After beginning his lesson, the pastor realized he only had 15 Bibles to pass around, so seven people went without.

“I said, 'turn to 2 Peter 1, we are going to read it.' Just then one lady handed hers to the person next to her, and I thought ‘hmm interesting,'” he recalled.

As the Christians began reading, he quickly realized why she had given her Bible away: she had memorized the whole book.

“When it was done, I went over to her at a break and said, ‘You recited the whole chapter,’” he said. She replied, “In prison, you have much time in prison.”

“Don’t they confiscate the Bible?” he asked.

She said that while any Christian material is indeed confiscated, people smuggle in scripture written on paper and hide it from the prison guards.

“That’s why we memorize it as fast as we can because even though they can take the paper away, they can’t take what’s hidden in your heart,” she explained.

Following the three-day training session, one Chinese Christian man asked Cordeiro, “Could you pray that one day we could just be like you?”

“I looked at him and said, ‘I will not do that,’” he replied. “You guys road a train 13 hours to get here.
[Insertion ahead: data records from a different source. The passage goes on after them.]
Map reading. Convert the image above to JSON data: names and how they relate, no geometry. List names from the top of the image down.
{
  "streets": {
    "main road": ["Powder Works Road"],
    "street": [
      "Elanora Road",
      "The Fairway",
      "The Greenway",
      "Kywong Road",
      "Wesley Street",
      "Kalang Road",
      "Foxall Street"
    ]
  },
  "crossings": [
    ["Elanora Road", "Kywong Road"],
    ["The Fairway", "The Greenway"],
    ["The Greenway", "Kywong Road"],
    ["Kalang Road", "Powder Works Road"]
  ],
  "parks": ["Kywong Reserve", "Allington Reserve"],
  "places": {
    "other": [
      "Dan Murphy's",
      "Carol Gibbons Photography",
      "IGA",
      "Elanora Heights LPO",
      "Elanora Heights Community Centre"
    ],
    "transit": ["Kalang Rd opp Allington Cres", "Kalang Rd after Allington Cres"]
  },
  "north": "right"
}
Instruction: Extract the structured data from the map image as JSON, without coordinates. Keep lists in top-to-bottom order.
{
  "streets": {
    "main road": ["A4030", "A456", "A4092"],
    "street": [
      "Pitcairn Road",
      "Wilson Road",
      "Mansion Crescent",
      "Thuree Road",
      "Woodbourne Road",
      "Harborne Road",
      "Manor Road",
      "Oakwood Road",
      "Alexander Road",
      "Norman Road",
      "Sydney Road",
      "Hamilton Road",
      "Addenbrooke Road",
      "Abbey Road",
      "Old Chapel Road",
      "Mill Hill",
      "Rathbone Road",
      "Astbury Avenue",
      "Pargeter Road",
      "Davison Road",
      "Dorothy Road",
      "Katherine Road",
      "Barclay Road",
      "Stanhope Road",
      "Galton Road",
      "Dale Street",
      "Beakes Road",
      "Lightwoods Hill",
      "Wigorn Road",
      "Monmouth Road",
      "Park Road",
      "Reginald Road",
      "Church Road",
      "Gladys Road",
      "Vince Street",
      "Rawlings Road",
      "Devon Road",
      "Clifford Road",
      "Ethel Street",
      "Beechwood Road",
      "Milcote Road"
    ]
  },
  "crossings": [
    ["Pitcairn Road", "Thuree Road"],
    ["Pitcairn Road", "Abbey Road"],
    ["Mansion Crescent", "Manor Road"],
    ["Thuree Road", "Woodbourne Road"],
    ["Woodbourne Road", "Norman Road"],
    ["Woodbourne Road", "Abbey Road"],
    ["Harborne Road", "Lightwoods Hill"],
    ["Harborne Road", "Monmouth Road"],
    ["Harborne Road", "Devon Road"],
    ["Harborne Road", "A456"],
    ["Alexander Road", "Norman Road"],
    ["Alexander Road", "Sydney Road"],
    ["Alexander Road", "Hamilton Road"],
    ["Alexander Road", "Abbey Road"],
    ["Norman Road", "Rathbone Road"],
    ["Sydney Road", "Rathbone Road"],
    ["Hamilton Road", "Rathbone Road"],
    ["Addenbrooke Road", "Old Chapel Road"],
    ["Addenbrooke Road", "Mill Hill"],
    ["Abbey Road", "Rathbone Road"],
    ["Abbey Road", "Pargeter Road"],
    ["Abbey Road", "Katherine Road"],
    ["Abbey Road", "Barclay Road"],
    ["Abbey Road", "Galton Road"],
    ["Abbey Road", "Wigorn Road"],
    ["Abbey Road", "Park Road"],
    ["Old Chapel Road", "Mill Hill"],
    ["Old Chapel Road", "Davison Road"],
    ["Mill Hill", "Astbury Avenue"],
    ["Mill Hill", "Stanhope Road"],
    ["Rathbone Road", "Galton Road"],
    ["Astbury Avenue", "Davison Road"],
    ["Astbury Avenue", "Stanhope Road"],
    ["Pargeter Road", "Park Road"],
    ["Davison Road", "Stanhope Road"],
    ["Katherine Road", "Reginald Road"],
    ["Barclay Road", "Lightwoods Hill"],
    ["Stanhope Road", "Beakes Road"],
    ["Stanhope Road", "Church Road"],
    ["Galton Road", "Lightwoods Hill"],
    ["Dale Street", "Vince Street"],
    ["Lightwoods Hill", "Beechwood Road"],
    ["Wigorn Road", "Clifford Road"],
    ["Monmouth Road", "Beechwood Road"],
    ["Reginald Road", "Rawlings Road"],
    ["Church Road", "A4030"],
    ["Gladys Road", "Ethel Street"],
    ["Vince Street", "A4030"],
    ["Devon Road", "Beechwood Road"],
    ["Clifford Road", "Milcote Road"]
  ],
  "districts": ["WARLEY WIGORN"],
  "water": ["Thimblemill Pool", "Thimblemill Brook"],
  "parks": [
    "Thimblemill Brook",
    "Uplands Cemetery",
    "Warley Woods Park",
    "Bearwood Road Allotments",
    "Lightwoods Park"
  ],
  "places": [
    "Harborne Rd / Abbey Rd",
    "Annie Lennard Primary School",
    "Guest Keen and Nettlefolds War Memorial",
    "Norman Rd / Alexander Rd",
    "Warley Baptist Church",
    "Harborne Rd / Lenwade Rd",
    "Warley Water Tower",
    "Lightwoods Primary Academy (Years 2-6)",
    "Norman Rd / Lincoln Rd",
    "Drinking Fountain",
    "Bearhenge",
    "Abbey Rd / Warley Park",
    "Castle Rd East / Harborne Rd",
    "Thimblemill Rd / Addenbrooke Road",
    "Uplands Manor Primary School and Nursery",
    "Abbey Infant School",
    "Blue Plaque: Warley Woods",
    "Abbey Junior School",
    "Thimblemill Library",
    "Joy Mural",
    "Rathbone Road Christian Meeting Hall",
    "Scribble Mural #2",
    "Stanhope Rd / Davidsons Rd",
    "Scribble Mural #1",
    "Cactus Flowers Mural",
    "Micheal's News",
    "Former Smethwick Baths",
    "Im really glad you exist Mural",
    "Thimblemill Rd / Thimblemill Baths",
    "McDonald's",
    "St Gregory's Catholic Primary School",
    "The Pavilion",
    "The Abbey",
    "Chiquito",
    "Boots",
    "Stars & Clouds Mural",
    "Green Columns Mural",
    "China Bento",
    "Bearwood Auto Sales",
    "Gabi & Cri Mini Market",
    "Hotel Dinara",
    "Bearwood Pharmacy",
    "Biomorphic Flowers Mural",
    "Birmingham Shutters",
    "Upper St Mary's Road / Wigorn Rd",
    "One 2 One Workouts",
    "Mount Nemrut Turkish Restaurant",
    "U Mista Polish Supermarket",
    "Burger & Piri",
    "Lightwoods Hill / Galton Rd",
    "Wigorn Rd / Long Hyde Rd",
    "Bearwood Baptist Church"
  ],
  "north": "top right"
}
In my country, if you have to drive more than an hour, people won’t come.”

“You sat on a wooden floor for three days. In my country, if people have to sit for more than 40 minutes they leave. You sat here for not only three days on a hard wooden floor, in my country if it’s not padded pews and air conditioning, people will not come back.”

“In my country, we have an average of two Bibles per family. We don’t read any of them. You hardly have any Bibles and you memorize them from pieces of paper.”

“I will not pray that you become like us, but I will pray that we become just like you,” he concluded.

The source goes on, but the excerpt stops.